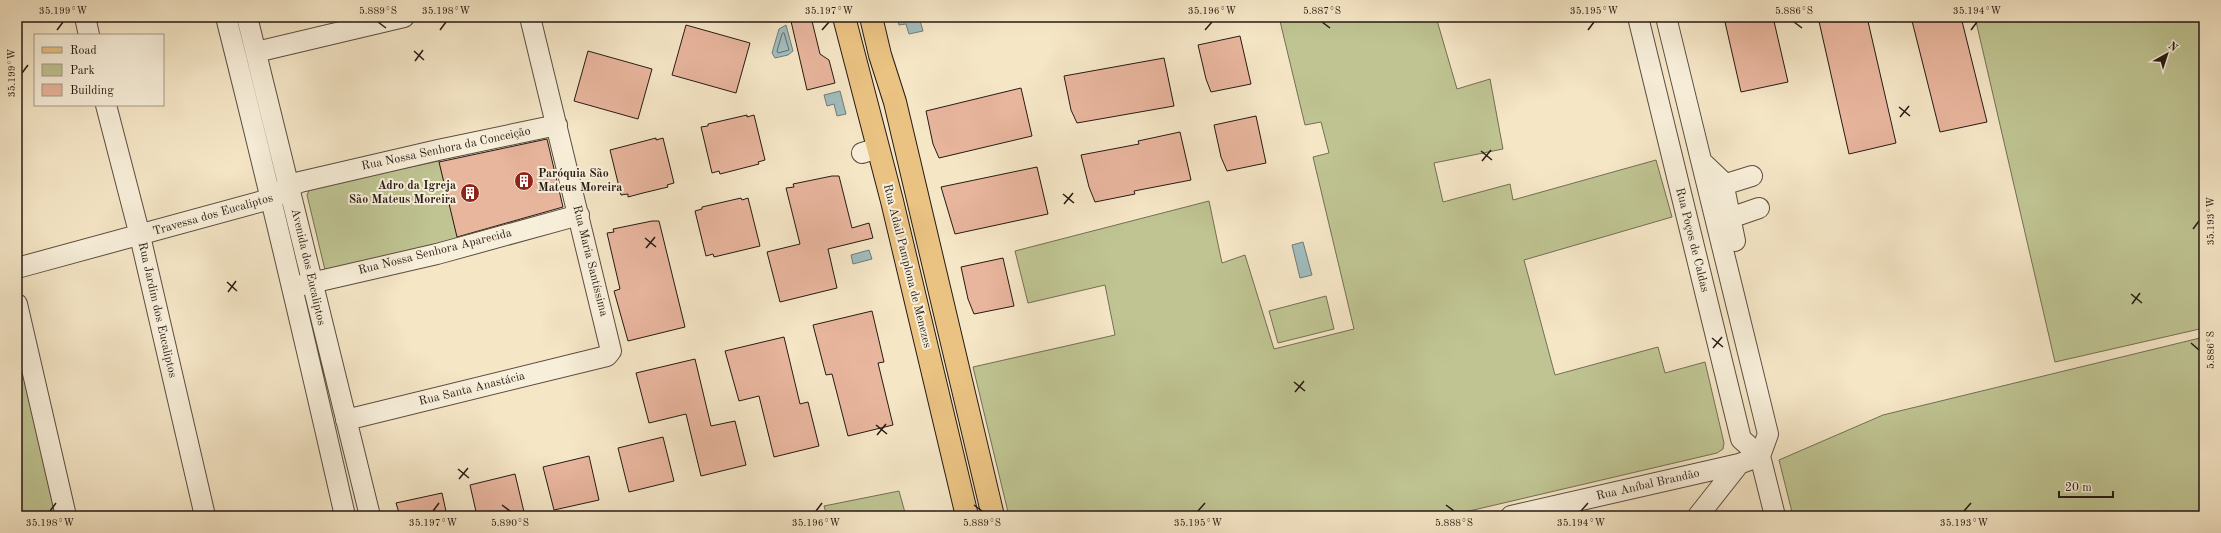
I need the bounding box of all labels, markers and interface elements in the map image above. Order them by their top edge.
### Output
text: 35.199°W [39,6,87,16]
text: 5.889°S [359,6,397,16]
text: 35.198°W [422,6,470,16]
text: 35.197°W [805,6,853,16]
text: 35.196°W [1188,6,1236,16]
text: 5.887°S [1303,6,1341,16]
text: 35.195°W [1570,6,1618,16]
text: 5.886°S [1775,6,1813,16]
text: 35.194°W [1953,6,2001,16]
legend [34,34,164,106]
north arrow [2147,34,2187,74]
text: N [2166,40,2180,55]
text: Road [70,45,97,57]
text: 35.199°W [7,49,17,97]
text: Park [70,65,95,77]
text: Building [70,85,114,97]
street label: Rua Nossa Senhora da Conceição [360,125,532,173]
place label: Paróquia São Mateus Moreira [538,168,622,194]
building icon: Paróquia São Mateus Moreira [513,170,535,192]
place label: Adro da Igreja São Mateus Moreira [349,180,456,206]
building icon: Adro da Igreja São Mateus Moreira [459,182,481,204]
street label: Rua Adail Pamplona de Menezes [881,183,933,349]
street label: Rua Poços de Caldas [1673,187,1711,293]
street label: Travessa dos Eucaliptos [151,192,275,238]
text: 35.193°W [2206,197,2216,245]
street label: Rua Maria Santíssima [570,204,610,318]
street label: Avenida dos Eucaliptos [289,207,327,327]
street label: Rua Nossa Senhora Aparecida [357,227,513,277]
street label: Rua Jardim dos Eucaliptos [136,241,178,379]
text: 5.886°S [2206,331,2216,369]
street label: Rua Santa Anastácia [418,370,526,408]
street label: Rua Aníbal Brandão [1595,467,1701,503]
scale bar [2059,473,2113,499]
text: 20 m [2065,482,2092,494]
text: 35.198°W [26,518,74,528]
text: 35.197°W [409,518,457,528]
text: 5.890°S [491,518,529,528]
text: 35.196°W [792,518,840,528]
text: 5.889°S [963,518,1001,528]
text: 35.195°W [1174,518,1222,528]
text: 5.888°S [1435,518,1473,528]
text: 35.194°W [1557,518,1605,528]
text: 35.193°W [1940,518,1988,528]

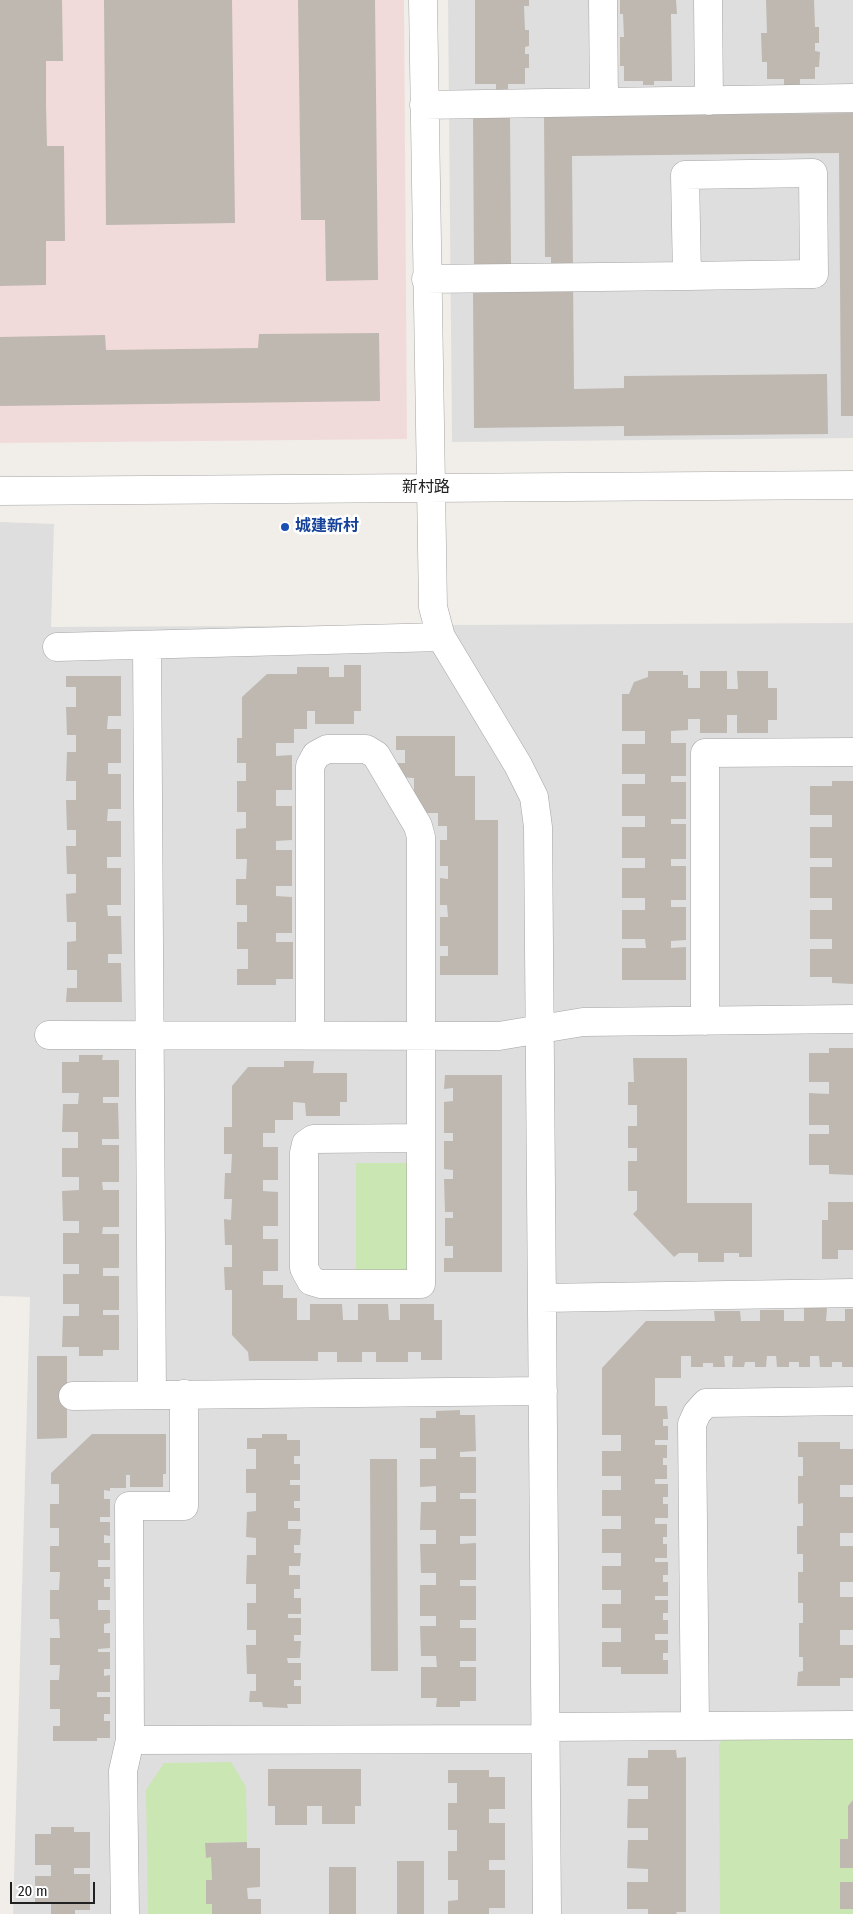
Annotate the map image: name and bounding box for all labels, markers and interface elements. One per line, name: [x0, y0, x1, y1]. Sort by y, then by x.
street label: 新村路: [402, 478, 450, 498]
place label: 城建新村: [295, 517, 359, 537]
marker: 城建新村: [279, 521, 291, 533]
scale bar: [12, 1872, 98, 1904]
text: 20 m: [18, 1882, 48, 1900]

- - - - - - -

TASK REQUIREMENTS:
Scan the records for the word "城建新村". Copy each line where it turns up.

ANSWER TO THIS EXERCISE:
place label: 城建新村: [295, 517, 359, 537]
marker: 城建新村: [279, 521, 291, 533]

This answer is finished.